-- Aim of the task --
Copy each line below that has "canvas".

★ ★ ★ ★ ★

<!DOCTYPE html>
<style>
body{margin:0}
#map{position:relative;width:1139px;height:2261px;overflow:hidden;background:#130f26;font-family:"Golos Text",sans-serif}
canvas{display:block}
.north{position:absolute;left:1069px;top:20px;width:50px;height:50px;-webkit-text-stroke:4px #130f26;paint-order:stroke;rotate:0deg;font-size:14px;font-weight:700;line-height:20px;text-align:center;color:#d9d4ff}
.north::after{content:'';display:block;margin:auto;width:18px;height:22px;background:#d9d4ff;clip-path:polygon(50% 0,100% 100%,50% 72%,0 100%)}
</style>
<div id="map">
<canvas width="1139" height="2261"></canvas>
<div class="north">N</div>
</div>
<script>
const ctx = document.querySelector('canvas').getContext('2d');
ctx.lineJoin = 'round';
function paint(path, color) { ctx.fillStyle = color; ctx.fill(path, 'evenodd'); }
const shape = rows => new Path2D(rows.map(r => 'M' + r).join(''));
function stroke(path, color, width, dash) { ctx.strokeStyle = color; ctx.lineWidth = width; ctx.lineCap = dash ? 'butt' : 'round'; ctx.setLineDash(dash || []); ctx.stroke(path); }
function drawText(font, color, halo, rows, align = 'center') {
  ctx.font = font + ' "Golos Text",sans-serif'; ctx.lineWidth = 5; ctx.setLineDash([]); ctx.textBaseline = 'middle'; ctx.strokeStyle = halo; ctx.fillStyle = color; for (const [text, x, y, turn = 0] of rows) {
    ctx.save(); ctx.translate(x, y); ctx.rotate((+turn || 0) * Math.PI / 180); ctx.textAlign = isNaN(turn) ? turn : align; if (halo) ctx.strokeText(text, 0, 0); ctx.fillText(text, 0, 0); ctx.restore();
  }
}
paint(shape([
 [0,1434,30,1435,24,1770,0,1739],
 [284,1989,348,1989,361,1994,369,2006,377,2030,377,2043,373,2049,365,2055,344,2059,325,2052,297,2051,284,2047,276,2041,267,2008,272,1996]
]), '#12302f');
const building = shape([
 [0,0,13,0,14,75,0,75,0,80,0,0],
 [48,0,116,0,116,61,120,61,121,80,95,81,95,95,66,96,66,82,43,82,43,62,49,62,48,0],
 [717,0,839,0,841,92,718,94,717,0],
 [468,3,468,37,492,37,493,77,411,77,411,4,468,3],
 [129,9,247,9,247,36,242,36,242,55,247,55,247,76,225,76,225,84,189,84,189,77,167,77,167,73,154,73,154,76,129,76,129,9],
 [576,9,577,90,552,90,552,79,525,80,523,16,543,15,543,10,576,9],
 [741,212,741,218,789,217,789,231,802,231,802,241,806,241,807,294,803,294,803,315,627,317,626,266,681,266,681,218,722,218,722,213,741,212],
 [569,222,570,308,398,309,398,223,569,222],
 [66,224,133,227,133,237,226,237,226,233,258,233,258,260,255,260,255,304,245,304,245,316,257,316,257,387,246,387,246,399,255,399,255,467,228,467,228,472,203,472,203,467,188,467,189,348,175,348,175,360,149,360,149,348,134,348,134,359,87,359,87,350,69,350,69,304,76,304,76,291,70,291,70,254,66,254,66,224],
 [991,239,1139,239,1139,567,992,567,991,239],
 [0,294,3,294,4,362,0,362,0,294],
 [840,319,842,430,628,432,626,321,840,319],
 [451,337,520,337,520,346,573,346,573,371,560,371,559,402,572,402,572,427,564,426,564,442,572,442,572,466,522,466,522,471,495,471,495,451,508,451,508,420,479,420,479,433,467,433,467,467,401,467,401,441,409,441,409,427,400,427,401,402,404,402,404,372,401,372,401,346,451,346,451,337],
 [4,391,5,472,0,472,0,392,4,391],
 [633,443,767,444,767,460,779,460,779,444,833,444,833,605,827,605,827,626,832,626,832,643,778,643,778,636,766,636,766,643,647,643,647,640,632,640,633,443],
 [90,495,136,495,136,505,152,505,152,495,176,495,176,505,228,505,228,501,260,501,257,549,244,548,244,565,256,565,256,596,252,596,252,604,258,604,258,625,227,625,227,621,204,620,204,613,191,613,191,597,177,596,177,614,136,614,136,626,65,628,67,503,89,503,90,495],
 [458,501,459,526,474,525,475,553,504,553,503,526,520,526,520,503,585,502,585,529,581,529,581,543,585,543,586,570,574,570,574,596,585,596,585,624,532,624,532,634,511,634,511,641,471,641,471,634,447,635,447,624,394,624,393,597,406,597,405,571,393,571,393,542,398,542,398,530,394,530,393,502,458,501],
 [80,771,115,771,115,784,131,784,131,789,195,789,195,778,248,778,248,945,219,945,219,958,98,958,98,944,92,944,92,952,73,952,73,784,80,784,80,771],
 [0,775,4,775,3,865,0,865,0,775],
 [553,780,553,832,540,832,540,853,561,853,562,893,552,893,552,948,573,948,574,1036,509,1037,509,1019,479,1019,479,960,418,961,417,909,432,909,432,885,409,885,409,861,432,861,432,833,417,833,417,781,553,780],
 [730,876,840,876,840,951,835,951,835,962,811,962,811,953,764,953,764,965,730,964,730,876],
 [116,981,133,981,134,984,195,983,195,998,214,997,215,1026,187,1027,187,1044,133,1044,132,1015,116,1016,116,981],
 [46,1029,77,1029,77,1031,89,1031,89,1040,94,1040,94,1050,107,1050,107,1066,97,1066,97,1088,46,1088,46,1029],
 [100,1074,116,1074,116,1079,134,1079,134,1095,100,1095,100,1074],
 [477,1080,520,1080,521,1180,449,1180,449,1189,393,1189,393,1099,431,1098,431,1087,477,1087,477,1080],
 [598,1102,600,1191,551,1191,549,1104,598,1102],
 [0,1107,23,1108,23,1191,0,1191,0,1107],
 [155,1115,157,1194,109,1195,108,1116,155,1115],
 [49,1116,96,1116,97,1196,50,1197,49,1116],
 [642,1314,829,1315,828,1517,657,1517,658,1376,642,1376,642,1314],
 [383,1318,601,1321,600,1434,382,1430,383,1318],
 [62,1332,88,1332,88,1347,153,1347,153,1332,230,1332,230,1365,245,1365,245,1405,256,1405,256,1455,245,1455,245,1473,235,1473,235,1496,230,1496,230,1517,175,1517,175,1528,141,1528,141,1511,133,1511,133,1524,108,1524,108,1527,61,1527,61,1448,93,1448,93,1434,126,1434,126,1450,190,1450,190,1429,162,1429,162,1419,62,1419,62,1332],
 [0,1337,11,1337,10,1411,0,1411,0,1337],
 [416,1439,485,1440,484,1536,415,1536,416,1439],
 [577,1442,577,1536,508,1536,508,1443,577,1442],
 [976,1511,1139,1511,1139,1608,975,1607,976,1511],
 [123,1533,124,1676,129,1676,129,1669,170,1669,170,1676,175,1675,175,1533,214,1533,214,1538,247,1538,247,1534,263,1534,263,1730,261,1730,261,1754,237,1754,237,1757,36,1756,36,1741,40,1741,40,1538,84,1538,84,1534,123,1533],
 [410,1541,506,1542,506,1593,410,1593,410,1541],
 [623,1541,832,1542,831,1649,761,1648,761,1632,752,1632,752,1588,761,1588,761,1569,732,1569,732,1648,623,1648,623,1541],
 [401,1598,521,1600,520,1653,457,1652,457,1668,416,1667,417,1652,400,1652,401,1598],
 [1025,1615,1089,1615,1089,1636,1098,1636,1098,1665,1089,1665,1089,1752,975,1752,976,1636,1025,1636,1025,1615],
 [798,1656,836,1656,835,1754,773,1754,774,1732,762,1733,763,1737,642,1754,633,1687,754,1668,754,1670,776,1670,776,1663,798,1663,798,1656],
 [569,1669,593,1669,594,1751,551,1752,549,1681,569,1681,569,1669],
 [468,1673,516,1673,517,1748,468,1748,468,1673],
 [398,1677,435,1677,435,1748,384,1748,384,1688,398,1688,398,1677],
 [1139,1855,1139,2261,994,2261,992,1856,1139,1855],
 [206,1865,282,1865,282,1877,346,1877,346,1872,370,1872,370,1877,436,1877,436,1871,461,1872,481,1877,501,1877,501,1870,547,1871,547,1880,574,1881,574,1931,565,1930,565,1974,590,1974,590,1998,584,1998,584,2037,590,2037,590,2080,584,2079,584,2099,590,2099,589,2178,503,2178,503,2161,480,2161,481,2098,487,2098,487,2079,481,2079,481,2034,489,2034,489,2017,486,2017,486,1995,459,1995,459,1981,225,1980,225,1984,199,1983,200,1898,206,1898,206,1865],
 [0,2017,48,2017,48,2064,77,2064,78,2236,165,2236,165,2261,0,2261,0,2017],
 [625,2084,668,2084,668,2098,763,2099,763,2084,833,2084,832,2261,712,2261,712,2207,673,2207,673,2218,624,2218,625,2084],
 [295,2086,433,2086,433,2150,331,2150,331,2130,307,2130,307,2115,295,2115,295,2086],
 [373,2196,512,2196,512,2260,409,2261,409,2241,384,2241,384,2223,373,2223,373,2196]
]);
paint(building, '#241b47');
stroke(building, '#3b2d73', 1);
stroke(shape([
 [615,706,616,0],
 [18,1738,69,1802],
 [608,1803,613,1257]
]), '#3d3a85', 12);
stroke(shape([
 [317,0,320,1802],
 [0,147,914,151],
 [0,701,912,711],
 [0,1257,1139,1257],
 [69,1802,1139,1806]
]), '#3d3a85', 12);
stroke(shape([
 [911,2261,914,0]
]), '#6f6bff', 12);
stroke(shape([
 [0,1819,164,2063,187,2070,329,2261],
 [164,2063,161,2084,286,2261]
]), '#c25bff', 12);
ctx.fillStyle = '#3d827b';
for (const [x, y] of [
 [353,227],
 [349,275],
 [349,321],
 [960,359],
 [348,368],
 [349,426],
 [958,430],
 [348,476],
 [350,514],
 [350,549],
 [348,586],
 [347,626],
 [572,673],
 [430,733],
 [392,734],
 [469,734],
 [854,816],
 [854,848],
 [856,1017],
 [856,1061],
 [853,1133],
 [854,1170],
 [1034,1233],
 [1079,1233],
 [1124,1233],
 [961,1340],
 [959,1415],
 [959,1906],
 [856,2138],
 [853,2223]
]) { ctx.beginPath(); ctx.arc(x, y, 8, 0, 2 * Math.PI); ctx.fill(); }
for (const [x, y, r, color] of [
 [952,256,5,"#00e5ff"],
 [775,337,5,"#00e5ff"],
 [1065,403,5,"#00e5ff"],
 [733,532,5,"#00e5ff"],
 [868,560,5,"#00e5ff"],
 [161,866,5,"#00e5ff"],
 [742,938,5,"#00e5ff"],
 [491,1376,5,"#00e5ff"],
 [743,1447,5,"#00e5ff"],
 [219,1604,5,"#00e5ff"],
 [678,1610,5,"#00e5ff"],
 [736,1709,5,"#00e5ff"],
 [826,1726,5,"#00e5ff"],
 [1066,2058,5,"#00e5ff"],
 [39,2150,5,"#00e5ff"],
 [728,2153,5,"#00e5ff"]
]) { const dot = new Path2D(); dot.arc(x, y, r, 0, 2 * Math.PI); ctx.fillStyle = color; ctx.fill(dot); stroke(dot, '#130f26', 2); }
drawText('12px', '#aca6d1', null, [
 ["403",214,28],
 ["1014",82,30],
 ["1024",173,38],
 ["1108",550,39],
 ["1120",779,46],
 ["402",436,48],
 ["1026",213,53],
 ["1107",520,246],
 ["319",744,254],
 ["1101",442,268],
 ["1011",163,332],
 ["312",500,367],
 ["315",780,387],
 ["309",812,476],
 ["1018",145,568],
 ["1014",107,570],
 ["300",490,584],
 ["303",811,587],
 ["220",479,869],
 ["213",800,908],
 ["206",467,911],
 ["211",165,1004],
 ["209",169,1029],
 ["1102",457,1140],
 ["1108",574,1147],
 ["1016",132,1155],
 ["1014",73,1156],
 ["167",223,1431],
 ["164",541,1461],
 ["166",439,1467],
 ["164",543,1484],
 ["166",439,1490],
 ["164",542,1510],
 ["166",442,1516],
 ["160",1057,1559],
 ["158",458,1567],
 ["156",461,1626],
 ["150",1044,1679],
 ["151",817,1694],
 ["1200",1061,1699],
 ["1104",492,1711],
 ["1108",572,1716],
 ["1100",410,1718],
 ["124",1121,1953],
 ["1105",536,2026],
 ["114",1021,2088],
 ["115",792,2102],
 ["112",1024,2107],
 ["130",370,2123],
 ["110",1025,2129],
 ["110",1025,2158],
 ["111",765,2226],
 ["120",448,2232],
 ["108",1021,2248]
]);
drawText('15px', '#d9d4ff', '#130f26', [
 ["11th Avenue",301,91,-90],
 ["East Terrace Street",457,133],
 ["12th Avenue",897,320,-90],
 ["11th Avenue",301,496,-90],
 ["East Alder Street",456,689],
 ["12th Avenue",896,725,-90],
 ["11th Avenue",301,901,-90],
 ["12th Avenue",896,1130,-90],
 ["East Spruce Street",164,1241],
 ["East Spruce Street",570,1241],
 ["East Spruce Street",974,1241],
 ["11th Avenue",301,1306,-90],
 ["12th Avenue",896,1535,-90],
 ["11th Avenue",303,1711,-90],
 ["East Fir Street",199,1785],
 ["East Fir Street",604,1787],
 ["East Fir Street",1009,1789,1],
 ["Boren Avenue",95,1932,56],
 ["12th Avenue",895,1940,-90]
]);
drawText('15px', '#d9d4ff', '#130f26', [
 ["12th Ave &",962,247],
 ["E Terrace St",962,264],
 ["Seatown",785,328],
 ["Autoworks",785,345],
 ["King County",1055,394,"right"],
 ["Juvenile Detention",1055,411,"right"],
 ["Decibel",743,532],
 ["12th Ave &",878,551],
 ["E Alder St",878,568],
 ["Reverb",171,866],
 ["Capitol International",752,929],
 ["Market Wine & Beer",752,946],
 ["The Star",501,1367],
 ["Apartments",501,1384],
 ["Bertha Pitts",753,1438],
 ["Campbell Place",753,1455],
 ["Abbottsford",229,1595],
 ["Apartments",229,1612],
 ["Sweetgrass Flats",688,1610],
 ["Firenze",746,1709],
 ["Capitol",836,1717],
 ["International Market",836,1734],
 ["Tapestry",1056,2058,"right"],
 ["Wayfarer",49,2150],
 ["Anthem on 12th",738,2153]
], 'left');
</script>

★ ★ ★ ★ ★

-- Solution for this task --
canvas{display:block}
<canvas width="1139" height="2261"></canvas>
const ctx = document.querySelector('canvas').getContext('2d');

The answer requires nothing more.